Their $20m project hopes to reveal more about the nature of mid-ocean ridges where new ocean floor is created. Such boreholes could ultimately yield 10 times as much geothermal power as any previous project.
Twenty years ago, geologist Gudmundur Omar Friedleifsson had a surprise when he lowered a thermometer down a borehole.
“We melted the thermometer,” he recalls. “It was set for 380C; but it just melted. The temperature could have been 400 or even 500.”
Speaking in the first of a new series on BBC Radio 4, called Five Holes in the Ground, he describes how this set him thinking about how much energy it might be possible to extract from Iceland’s volcanic rocks.
At depth, the groundwater is way over 100C, but the pressure keeps it liquid. As Dr Friedleifsson puts it: “On the surface, you boil your egg at 100 degrees; but if you wanted to boil your egg at a depth of 2,500m, it would take 350.”
The landscape on the Reykjanes Ridge in southwest Iceland seems like an alien world.
There are pools of boiling mud and the hiss of steam escaping from fissures. There are also signs of industry – past, present and future – with an abandoned salt factory, working geothermal power stations and a big new drilling rig.
It is also an area of great natural beauty. Down on the shore, crashing Atlantic breakers are exposing fresh cliffs of pillow basalt, volcanic lava that has erupted under the sea and been rapidly quenched so that it forms features that look a bit like black toothpaste squeezed from a giant tube.
This is a young landscape. The most recent eruptions here occurred in the 13th Century and there could be new ones at any time.
Iceland is unusual geologically in that it exists above the ocean at all. It stands on the mid-ocean ridge system, the longest mountain range on the planet. This range runs around the world’s oceans like the seam on a tennis ball.
It is here that new ocean floor is created as the continents drift apart.

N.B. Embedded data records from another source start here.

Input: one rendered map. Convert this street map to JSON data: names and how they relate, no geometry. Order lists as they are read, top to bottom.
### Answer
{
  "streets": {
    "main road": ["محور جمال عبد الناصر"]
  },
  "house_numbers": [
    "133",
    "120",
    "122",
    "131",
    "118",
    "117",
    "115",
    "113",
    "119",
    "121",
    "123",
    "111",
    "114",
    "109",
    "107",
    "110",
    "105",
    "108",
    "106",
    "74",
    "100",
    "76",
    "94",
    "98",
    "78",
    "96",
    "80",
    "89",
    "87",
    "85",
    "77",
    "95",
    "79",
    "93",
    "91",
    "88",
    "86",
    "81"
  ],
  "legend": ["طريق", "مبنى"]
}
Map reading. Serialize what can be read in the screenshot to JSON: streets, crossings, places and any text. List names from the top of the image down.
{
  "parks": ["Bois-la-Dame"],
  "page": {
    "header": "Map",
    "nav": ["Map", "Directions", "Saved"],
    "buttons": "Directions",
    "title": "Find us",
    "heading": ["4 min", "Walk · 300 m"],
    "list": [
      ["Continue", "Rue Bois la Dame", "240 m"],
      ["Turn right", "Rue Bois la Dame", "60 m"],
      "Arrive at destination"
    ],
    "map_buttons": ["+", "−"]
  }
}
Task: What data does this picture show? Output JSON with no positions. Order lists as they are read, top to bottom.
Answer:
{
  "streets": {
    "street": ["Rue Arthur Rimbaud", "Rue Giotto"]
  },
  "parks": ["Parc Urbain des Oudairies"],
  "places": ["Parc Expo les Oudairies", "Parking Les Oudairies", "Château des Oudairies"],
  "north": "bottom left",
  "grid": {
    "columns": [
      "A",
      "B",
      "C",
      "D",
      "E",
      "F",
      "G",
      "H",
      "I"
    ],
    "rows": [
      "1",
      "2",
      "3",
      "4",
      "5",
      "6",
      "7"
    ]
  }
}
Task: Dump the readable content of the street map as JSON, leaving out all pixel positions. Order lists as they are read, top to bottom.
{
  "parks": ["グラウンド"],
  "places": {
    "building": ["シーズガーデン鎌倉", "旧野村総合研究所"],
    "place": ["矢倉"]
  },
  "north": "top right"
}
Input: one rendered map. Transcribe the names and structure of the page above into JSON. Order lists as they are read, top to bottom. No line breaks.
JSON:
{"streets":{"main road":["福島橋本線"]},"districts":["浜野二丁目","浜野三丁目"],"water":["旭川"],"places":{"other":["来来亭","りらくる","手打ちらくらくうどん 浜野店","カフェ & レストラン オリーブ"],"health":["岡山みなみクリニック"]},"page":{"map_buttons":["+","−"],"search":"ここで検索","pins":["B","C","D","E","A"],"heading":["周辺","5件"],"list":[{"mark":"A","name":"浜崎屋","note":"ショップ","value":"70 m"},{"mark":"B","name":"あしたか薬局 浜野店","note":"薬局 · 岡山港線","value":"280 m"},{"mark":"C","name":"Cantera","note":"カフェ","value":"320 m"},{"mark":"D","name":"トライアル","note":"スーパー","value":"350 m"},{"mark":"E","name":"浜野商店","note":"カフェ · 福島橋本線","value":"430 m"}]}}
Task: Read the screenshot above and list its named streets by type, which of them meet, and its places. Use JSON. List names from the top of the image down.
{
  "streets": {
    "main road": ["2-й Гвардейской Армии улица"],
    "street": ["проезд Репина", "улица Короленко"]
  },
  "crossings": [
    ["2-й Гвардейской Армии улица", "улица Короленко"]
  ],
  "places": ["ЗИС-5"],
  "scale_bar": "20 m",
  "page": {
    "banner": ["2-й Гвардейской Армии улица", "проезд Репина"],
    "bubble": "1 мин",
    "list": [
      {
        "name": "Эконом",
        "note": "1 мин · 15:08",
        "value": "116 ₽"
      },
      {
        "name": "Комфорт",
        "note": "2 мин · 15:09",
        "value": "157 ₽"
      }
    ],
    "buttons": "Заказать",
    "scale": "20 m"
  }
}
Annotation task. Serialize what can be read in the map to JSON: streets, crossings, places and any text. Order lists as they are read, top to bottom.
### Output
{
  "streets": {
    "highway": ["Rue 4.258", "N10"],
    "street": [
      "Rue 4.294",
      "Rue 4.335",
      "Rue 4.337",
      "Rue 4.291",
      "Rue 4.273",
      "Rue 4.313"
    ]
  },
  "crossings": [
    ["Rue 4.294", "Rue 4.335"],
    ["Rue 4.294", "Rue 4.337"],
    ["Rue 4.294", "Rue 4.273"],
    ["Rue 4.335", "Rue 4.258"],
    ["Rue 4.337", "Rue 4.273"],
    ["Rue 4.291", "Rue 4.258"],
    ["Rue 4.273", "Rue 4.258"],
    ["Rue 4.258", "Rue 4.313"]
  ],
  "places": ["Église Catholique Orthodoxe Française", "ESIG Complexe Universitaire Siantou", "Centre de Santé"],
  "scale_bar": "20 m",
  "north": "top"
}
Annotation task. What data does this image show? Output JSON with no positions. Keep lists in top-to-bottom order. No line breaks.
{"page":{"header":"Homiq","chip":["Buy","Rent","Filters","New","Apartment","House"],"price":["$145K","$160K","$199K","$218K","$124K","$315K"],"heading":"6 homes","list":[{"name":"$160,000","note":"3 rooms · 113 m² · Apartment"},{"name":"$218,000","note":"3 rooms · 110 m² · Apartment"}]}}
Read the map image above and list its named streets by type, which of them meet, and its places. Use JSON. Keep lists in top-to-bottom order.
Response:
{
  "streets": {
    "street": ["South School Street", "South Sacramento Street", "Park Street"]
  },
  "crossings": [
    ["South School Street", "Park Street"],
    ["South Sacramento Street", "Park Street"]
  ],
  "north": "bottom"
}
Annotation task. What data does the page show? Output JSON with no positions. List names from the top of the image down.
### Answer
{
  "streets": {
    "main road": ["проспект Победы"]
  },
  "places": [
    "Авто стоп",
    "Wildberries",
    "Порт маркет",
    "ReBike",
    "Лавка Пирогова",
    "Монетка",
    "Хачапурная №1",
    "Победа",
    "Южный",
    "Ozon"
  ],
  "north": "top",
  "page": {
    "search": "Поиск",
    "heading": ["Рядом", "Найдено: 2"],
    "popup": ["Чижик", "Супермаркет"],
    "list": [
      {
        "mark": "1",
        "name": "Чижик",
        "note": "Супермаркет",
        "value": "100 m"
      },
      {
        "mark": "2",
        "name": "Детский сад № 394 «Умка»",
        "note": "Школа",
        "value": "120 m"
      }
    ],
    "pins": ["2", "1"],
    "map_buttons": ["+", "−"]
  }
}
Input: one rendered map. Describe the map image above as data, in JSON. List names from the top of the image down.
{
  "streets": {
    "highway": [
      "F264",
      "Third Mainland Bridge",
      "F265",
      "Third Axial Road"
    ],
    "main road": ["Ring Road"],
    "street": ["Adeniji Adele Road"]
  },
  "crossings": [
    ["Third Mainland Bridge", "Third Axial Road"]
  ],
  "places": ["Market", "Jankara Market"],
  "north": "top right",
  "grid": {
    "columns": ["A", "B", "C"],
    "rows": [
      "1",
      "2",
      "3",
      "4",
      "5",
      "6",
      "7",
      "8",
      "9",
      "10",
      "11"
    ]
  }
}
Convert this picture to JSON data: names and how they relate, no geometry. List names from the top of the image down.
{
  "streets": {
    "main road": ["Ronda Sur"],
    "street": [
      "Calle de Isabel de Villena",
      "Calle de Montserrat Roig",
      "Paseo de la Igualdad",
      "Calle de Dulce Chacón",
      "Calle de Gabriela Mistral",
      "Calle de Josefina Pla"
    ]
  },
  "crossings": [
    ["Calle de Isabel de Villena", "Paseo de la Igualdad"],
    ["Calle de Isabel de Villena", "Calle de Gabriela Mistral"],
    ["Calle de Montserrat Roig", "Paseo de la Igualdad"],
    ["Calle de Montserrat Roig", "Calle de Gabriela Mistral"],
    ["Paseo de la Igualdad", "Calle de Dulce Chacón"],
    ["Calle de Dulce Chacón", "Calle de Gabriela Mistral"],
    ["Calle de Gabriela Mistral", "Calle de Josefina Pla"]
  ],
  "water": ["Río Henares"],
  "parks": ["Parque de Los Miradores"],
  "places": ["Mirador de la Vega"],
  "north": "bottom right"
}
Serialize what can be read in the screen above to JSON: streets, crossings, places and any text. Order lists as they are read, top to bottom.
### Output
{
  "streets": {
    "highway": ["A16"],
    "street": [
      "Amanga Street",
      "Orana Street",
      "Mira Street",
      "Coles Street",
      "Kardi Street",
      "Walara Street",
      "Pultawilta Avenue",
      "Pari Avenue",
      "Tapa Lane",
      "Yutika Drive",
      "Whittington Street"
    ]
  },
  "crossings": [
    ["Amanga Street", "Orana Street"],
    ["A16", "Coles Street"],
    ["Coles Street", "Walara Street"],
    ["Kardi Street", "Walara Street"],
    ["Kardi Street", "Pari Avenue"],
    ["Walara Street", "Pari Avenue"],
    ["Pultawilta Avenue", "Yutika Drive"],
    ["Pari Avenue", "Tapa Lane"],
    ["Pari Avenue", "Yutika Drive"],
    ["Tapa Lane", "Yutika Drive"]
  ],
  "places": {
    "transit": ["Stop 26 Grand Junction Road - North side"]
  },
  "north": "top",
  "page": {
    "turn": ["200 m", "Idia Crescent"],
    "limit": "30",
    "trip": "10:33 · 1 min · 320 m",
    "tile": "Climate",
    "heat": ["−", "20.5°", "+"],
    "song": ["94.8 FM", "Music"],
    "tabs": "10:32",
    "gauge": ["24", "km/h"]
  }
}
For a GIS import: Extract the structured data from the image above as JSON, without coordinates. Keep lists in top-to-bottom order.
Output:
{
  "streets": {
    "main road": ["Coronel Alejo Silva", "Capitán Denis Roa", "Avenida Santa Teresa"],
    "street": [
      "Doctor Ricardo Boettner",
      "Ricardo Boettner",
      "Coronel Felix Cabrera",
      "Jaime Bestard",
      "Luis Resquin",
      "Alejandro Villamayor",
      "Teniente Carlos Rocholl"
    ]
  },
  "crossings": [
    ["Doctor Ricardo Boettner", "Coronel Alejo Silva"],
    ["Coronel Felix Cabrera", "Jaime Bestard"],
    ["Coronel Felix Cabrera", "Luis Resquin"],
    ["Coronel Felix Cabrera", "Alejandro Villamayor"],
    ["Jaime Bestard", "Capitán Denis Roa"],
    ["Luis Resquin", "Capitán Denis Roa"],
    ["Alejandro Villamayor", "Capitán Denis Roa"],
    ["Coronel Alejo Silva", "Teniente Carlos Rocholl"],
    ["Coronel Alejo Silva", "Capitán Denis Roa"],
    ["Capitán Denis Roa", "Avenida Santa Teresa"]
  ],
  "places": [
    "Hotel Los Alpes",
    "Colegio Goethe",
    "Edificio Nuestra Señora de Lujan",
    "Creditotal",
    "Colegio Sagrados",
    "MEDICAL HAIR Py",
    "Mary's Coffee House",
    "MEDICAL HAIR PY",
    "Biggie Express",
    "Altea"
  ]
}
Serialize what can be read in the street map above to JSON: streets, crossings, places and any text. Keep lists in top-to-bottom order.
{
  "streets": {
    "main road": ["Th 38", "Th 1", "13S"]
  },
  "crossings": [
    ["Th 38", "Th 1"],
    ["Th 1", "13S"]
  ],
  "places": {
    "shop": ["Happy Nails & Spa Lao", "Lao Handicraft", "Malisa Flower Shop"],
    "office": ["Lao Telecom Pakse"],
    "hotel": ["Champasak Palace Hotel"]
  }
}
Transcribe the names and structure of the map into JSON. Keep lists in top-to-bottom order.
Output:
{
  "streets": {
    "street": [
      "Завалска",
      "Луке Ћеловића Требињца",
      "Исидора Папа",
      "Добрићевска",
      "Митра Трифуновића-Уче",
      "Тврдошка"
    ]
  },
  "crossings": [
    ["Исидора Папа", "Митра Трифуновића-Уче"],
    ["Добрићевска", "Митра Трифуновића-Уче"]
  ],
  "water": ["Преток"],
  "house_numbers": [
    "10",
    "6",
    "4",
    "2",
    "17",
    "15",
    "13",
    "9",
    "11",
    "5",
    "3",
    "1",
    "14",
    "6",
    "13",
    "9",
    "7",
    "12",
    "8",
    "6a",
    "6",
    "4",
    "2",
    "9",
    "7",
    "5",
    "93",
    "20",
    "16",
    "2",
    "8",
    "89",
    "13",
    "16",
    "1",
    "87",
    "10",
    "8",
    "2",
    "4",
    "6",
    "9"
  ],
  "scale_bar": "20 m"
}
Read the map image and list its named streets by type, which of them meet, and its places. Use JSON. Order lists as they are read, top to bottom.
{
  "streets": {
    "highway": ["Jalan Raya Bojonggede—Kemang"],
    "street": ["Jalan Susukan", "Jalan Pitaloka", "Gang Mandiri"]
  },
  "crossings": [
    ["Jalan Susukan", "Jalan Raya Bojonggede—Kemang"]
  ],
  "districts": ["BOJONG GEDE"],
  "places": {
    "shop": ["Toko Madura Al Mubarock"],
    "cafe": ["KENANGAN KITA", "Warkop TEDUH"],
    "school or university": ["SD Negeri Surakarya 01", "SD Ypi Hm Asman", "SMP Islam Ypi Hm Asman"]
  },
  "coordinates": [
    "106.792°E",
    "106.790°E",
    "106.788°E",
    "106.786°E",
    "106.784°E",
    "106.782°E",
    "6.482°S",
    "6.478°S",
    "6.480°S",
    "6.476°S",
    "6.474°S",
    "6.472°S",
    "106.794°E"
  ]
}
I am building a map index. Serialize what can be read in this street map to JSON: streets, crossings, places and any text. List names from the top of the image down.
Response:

For the most part, it is deep under the sea; it is the place where hydrothermal vents and their “black smokers” belch out super-heated water and dissolved minerals.
But Iceland stands on an additional plume of volcanic mantle rock that has lifted it above the Atlantic and made it accessible to geologists.
Iceland is already littered with geothermal power stations, producing most of the country’s electricity from steam at around 240C, extracted from boreholes between 600 and 1,000m deep.
But now, the plan is to go much deeper. Omar Friedleifsson of the Iceland Geosurvey is leading the consortium of energy companies in the Iceland Deep Drilling Project.
Iceland could become the Kuwait of the North
Albert Albertsson, power station manager
Last year, they drilled down to a depth of 3,082m and since then have been conducting flow tests.
Later this year, they will put a pressure lining into their borehole and drill on down to more than 4km deep.
At that depth, they hope to encounter what is called supercritical water: water that is not simply a mixture of steam and hot water but a single phase which can carry much more energy.
Engineers on the project have calculated that increasing the temperature by 200 degrees and the pressure by 200 Bar will mean that, for the same flow rate, the energy extracted from such a borehole will go up from 5MW to 50MW.
Power station manager Albert Albertsson predicts that, by the end of the century, “Iceland could become the Kuwait of the North”, exporting energy in the form of liquid hydrogen as part of a new hydrogen economy.
Interest in the Iceland Deep Drilling Project is not solely for energy production.
Geologists have never had the chance before to penetrate the volcanic heart of a mid-ocean-ridge geothermal system and there is much they would like to learn.
As they get deeper, bore teams will change from the rotary drill, which produces rock fragments but can drill up to 200m per day, to a slower drill that produces useful core samples.
The project wants to study the geology, the energy flow and the chemical environment at great depth.
Blue Lagoon: A perfect place for a dip, especially during winter
Albert Albertson, at the nearby power station, likes to think of the energy as just a part of an integrated system.
Iceland’s volcanic rocks are highly fractured and so, below about 50m, there is plenty of water.
For the next 40m or thereabouts, it is fresh drinking water, topped up by Iceland’s generous rainfall. Below that, the water is salty; the ocean has managed to seep in.
However, it is the really deep supercritical water that is also laden with dissolved minerals. Mr Albertsson believes he may also be able to extract precious metals, such as copper, silver and gold from the water.
After the water has gone through his turbines, it is still at about 40C. Some of that excess energy is used for district heating and for horticulture in greenhouses.
It also warms one of Iceland’s biggest tourist attractions: the Blue Lagoon, a vast outdoor lake which, even in March, greets bathers with the temperature of a hot bath.
There are supposed benefits from the silica rich water with its faint smell of sulphur, and the white silica mud is exported for health and beauty treatments.
Mr Albertsson told the BBC that he himself is a regular visitor.
“For me, the ideal time to take a dip is in the middle of winter, in the middle of the night, looking up at the stars and the Aurora Borealis, the Northern Lights.”